Data extracted from a collection
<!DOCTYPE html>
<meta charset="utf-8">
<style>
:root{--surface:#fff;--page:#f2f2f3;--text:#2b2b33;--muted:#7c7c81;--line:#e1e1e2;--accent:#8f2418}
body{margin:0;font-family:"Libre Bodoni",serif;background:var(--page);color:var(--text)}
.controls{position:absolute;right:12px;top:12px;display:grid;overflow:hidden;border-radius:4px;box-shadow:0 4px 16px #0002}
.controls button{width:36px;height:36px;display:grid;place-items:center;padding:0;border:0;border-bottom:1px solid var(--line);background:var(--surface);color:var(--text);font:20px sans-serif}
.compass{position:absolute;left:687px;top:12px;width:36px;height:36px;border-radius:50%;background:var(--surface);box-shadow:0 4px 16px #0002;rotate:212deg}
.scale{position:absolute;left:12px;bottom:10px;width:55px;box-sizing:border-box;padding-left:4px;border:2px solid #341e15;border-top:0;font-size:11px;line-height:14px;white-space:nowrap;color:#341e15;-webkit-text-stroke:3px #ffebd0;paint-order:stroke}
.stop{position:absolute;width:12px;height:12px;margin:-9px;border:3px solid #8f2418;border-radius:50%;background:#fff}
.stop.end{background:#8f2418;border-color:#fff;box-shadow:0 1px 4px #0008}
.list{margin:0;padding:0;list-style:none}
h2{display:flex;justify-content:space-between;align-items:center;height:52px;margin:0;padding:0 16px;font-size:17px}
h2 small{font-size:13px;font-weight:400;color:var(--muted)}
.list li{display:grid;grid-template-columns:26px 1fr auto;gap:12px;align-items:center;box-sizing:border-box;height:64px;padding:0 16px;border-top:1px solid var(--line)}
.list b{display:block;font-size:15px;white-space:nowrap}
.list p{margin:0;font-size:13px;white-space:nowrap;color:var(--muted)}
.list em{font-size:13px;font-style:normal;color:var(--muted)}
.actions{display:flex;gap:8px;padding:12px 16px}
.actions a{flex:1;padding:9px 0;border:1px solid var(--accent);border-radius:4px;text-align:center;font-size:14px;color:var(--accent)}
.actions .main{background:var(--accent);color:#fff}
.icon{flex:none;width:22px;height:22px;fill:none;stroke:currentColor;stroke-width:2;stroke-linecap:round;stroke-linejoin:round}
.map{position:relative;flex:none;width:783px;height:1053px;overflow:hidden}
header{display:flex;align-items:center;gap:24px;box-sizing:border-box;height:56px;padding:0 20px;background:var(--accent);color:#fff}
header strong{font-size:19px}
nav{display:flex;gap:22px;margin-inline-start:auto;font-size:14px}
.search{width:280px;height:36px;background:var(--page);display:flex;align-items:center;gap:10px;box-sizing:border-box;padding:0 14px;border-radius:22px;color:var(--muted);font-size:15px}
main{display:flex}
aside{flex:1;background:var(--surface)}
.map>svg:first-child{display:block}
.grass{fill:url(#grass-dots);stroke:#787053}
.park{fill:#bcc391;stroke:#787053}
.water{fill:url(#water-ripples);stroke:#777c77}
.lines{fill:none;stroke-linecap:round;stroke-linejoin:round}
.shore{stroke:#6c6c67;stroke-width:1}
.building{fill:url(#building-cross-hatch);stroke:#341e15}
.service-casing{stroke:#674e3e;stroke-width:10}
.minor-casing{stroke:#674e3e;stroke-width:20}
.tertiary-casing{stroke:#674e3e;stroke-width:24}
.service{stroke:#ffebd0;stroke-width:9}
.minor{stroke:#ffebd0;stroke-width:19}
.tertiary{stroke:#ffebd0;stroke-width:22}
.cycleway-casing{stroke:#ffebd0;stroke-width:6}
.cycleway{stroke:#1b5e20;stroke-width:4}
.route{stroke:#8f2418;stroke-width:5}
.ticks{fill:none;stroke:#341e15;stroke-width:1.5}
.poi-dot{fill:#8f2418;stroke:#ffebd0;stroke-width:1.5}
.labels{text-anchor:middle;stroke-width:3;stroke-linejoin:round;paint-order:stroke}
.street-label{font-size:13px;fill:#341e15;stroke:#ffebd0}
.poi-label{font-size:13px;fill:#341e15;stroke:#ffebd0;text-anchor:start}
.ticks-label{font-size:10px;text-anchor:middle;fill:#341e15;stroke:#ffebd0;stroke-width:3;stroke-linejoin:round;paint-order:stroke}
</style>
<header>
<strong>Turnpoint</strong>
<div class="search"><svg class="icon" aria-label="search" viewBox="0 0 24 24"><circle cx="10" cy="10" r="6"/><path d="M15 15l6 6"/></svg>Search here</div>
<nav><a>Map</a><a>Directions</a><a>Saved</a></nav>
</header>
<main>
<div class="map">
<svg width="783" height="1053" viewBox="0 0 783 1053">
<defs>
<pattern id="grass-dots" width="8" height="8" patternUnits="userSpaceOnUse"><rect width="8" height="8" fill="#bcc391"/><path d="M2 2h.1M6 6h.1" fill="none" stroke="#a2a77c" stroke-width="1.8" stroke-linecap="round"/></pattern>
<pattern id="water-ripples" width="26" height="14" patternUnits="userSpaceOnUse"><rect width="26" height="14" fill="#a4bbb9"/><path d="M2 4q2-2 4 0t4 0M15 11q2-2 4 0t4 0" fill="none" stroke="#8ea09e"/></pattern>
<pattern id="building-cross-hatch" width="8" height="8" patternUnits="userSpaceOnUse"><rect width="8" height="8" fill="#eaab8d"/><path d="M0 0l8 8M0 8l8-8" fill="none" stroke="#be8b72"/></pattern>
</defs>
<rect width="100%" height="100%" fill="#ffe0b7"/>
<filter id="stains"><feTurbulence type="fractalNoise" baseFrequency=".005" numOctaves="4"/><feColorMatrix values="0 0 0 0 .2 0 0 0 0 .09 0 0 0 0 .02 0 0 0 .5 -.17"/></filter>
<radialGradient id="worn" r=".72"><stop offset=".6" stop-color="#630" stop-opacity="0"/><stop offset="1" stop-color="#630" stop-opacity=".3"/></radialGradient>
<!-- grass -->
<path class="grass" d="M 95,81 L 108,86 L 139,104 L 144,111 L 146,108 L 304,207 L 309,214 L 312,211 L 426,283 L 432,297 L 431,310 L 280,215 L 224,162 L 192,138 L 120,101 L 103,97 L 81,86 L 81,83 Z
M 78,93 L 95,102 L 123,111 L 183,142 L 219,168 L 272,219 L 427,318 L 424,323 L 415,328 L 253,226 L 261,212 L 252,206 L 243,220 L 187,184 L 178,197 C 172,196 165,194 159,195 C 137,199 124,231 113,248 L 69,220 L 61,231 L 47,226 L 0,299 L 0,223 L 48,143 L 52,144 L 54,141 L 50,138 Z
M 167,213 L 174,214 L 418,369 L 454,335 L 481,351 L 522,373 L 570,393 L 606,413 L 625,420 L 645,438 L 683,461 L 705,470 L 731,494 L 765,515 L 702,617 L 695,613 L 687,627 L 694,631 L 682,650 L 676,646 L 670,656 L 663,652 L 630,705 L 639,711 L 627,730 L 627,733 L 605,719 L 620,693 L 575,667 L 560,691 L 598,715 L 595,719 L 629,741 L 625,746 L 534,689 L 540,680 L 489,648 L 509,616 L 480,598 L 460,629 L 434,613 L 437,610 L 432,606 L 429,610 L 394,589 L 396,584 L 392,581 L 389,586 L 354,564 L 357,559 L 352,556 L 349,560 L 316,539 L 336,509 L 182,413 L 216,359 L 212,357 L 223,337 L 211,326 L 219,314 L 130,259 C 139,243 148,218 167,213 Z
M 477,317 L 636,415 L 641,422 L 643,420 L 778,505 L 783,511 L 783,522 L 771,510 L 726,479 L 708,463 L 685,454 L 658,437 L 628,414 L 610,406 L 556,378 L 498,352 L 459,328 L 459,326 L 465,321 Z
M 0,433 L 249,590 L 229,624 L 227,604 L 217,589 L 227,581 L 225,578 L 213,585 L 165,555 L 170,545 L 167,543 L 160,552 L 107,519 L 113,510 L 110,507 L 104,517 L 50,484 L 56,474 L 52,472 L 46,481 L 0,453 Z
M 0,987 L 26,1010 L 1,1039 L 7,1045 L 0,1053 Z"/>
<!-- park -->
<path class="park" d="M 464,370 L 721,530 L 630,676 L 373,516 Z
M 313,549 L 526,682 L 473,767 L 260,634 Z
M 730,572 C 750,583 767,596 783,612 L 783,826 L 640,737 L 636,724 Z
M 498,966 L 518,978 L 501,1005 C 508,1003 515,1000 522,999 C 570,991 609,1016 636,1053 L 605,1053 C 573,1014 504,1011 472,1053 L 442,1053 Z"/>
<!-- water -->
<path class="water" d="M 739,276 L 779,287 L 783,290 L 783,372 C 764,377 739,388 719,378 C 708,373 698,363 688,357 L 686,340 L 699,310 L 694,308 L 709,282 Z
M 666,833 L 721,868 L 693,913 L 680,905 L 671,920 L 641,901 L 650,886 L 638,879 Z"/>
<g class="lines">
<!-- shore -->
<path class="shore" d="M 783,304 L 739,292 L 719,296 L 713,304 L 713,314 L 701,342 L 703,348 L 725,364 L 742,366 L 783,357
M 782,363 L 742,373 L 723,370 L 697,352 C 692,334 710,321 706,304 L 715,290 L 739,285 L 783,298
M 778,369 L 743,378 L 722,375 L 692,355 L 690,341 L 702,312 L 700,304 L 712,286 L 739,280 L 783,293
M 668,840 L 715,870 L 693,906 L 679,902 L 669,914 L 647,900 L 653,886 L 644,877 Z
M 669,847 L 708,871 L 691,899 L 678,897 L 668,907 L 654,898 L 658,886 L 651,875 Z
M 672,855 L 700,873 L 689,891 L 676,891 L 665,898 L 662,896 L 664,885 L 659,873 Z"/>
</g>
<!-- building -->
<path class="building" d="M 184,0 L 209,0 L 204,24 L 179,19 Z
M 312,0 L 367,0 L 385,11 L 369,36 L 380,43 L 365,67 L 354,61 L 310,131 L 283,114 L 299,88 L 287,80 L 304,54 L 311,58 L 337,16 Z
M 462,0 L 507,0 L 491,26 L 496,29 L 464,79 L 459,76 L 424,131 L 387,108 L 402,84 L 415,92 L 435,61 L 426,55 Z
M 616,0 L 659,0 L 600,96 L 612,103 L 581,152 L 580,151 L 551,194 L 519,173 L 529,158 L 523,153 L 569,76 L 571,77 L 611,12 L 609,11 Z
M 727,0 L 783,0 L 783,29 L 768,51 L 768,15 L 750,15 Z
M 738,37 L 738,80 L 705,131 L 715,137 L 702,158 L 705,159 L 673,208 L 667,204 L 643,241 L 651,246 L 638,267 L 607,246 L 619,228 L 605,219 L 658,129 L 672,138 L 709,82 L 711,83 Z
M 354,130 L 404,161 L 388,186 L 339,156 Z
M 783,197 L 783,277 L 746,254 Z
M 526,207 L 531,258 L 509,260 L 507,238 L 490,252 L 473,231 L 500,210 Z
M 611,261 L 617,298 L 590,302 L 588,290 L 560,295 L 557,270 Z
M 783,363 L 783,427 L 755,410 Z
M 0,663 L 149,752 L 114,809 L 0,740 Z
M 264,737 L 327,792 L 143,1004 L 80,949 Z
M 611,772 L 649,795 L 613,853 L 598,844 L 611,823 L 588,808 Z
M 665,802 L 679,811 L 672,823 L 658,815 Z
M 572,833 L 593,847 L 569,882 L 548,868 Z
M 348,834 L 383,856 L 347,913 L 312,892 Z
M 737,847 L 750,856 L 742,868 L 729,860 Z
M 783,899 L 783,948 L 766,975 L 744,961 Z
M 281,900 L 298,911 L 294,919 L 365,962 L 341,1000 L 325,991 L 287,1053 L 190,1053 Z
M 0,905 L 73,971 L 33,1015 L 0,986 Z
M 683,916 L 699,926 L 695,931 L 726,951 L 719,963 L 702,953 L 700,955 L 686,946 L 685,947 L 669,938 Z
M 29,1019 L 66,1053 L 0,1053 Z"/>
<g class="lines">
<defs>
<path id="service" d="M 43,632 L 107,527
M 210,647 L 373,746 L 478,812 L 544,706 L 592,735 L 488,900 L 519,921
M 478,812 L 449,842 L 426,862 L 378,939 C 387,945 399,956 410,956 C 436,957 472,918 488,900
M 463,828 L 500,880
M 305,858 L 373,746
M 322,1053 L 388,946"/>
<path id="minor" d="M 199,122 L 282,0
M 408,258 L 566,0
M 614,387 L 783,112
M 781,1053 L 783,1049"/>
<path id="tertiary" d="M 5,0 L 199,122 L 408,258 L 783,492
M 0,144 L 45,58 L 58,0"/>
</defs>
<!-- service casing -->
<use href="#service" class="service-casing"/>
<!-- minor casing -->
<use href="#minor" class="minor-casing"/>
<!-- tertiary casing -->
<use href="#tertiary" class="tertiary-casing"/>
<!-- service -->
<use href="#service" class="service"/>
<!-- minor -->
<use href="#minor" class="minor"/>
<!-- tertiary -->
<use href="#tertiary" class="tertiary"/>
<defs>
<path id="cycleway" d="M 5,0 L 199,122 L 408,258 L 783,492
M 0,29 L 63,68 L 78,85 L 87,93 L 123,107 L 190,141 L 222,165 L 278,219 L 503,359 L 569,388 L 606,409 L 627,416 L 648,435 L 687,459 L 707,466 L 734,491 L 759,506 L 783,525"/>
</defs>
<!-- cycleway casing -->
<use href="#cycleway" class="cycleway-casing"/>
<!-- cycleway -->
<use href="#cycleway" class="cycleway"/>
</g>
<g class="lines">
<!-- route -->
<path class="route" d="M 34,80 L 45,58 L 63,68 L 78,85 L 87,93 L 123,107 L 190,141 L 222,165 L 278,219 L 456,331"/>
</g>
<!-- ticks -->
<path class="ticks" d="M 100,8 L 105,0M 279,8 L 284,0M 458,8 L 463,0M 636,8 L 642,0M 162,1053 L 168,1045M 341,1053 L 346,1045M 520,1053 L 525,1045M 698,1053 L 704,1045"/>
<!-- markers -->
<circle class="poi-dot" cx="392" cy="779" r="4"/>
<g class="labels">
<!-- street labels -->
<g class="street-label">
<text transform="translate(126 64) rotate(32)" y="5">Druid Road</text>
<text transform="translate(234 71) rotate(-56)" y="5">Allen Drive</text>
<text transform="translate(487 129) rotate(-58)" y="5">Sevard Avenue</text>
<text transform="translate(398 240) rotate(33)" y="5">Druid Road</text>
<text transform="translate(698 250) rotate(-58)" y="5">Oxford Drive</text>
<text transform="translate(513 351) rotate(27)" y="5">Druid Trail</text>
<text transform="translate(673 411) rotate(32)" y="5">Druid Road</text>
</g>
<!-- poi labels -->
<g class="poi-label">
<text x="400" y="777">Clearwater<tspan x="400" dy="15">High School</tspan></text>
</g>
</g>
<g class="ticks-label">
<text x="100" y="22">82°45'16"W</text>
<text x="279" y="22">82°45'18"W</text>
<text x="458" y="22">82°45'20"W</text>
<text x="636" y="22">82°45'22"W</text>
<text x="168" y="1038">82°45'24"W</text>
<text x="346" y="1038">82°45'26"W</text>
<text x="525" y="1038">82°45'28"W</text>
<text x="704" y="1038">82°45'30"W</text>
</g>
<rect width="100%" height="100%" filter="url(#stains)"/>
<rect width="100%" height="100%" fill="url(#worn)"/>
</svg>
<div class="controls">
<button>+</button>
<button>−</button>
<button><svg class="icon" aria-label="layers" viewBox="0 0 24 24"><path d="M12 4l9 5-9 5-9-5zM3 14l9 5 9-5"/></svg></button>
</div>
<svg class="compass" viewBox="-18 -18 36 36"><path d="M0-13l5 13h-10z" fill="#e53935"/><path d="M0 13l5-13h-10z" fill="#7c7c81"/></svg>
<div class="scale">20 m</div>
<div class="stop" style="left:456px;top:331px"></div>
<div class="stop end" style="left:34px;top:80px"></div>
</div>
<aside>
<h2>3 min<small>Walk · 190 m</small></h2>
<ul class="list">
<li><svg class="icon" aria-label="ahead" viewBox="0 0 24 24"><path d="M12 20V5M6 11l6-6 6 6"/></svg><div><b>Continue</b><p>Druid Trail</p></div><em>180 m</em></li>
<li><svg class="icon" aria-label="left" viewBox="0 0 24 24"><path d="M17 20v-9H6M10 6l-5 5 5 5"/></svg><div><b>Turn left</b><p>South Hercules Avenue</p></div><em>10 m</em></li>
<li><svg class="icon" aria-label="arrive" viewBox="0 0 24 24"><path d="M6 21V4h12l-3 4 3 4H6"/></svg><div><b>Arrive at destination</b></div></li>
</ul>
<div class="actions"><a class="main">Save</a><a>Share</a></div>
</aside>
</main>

* PROBLEM TO SOLVE: Lines holding "list" in the data above: copy each of them.

* ANSWER BELOW:
.list{margin:0;padding:0;list-style:none}
.list li{display:grid;grid-template-columns:26px 1fr auto;gap:12px;align-items:center;box-sizing:border-box;height:64px;padding:0 16px;border-top:1px solid var(--line)}
.list b{display:block;font-size:15px;white-space:nowrap}
.list p{margin:0;font-size:13px;white-space:nowrap;color:var(--muted)}
.list em{font-size:13px;font-style:normal;color:var(--muted)}
<ul class="list">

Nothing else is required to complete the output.